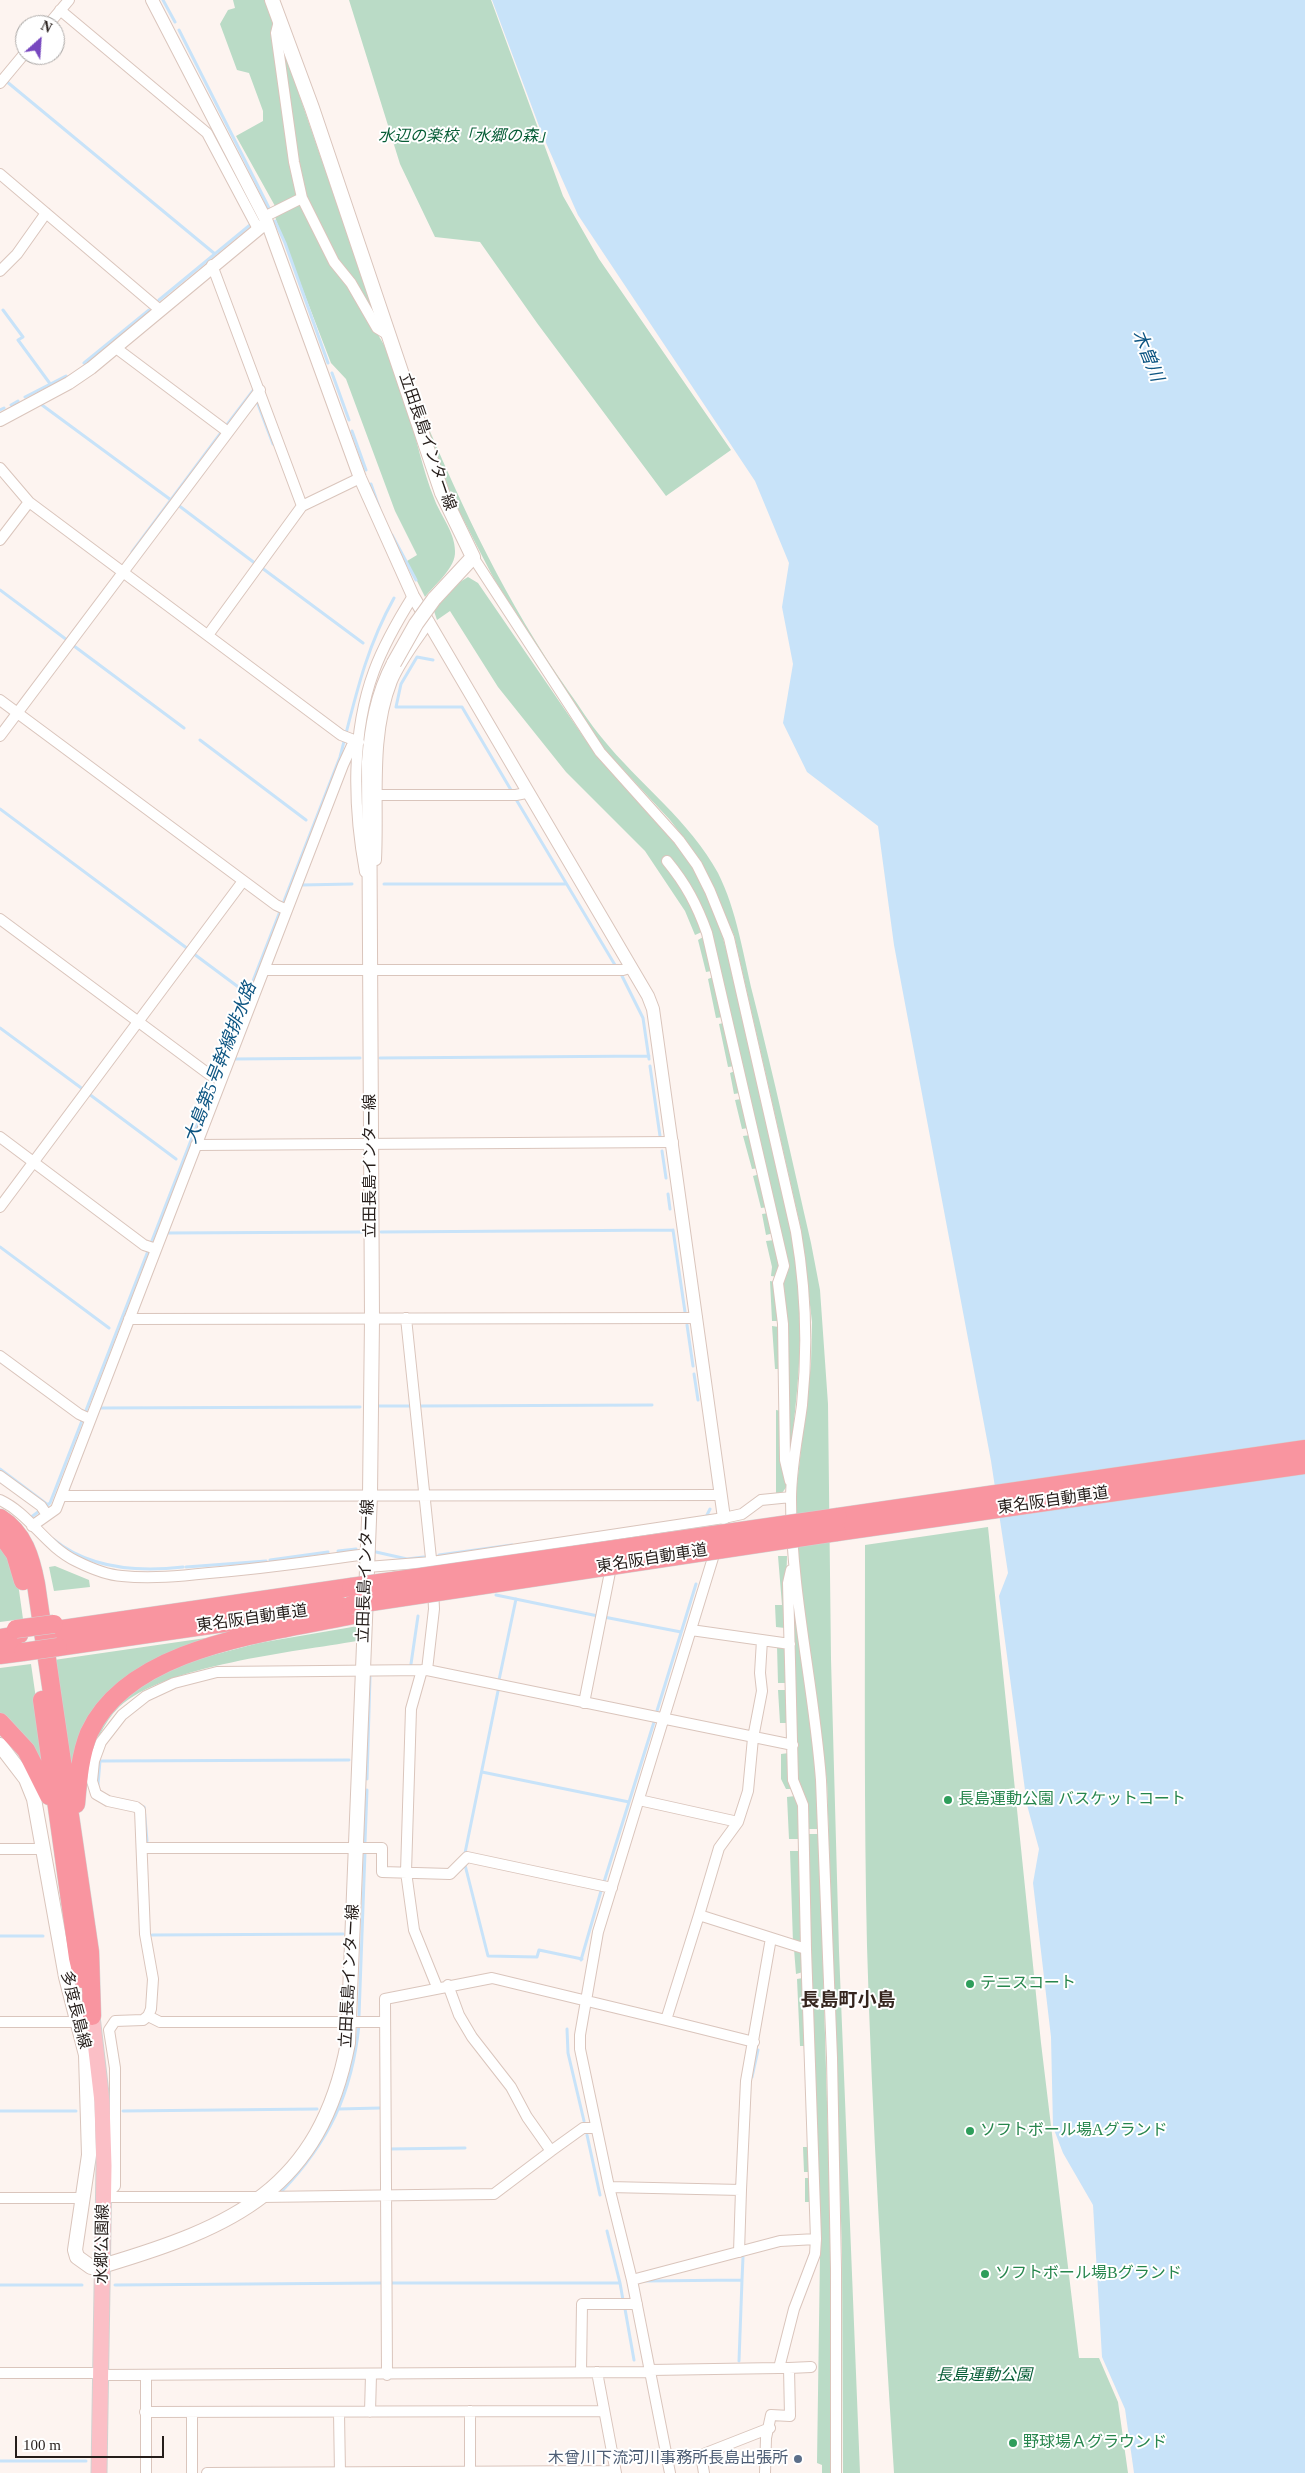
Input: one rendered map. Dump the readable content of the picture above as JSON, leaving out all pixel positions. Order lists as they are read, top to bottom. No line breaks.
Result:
{"streets":{"highway":["東名阪自動車道"],"main road":["立田長島インター線","多度長島線","水郷公園線"]},"crossings":[["立田長島インター線","多度長島線"],["立田長島インター線","水郷公園線"],["多度長島線","水郷公園線"]],"districts":["長島町小島"],"water":["木曽川","大島第5号幹線排水路"],"parks":["水辺の楽校「水郷の森」","長島運動公園"],"places":["長島運動公園 バスケットコート","テニスコート","ソフトボール場Aグランド","ソフトボール場Bグランド","野球場Ａグラウンド","木曾川下流河川事務所長島出張所"],"scale_bar":"100 m","north":"top right"}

----------------------------------------

▸ YOUR OBJECTIVE:
Pictures are to be left out; the rest of the listing should be printed exactly.

▸ YOUR RESPONSE:
Input: one rendered map. Dump the readable content of the picture above as JSON, leaving out all pixel positions. Order lists as they are read, top to bottom. No line breaks.
Result:
{"streets":{"highway":["東名阪自動車道"],"main road":["立田長島インター線","多度長島線","水郷公園線"]},"crossings":[["立田長島インター線","多度長島線"],["立田長島インター線","水郷公園線"],["多度長島線","水郷公園線"]],"districts":["長島町小島"],"water":["木曽川","大島第5号幹線排水路"],"parks":["水辺の楽校「水郷の森」","長島運動公園"],"places":["長島運動公園 バスケットコート","テニスコート","ソフトボール場Aグランド","ソフトボール場Bグランド","野球場Ａグラウンド","木曾川下流河川事務所長島出張所"],"scale_bar":"100 m","north":"top right"}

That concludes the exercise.